### Entries supplied

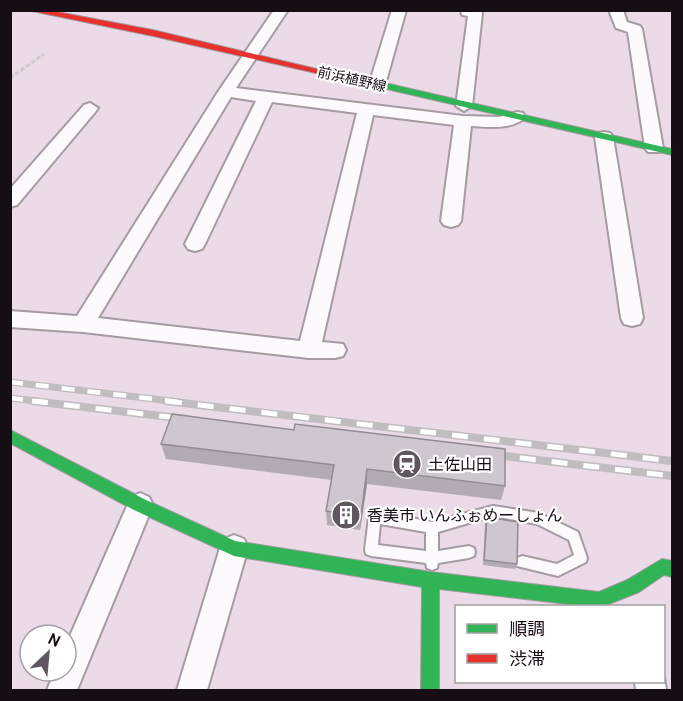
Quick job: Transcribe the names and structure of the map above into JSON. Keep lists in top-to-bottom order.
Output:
{
  "streets": {
    "main road": ["前浜植野線"]
  },
  "places": {
    "station": ["土佐山田"],
    "building": ["香美市 いんふぉめーしょん"]
  },
  "legend": ["順調", "渋滞"],
  "north": "top right"
}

### Required work
Excluding the images, return each record above precisely as written.

### Response to the exercise
Quick job: Transcribe the names and structure of the map above into JSON. Keep lists in top-to-bottom order.
Output:
{
  "streets": {
    "main road": ["前浜植野線"]
  },
  "places": {
    "station": ["土佐山田"],
    "building": ["香美市 いんふぉめーしょん"]
  },
  "legend": ["順調", "渋滞"],
  "north": "top right"
}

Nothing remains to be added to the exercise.